La Chine censure l'appel d'Obama à moins de contrôle de la toile

C’est la première fois que le président Barack Obama est reçu par son homologue chinois, Hu Jintao. Au cours d’une conférence de presse très attendu ce matin à Pékin, les deux leaders ont évoqué le protectionnisme, la reprise économique, Taïwan, le climat, la Corée du Nord et souligné vouloir travailler ensemble malgré les désaccords. 

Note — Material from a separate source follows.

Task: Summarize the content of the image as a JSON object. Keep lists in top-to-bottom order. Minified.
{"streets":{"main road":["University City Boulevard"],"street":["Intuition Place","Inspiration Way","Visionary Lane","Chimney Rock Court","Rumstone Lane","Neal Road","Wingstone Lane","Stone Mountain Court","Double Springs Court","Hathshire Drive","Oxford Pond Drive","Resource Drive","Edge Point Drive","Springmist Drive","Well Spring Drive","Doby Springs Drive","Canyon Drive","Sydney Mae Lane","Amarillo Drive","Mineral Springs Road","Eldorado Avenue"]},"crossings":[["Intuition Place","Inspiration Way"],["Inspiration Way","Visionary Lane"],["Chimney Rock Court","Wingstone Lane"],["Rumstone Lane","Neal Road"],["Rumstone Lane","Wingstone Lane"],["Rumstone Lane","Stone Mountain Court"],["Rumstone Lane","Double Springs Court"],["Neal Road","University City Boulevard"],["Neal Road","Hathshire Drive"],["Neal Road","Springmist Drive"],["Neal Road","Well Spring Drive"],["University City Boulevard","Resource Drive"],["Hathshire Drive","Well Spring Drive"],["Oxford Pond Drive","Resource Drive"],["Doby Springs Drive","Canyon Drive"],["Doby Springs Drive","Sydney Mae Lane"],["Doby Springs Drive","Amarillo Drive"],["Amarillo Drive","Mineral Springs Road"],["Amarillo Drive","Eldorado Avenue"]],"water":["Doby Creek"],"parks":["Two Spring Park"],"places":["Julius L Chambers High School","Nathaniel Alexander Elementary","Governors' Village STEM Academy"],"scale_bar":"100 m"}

Le président américain a également souligné, comme hier à Shanghai devant les étudiants de l’université de Fudan, la question sensible de la censure sur Internet et de la liberté d’expression dans le pays. ‘Je suis un grand supporter de l’absence de censure’, a affirmé Obama. ‘Je reconnais que chaque pays a des traditions différentes. Je peux vous dire que le fait que nous avons aux Etats-Unis un Internet libre – ou un accès à Internet non restrictif – est une source de force et je pense que cela devrait être encouragé’. 

Mais le message de Barack Obama n’a pas été largement entendu dans le pays, où ses mots étaient bloqués sur la toile et uniquement diffusés sur la chaîne régionale de Shanghai, Xinwen Zonghe. La seule source d’écoute émanait donc du site de la Maison Blanche, bien que non censuré mais avec un téléchargement lent et souvent interrompu. 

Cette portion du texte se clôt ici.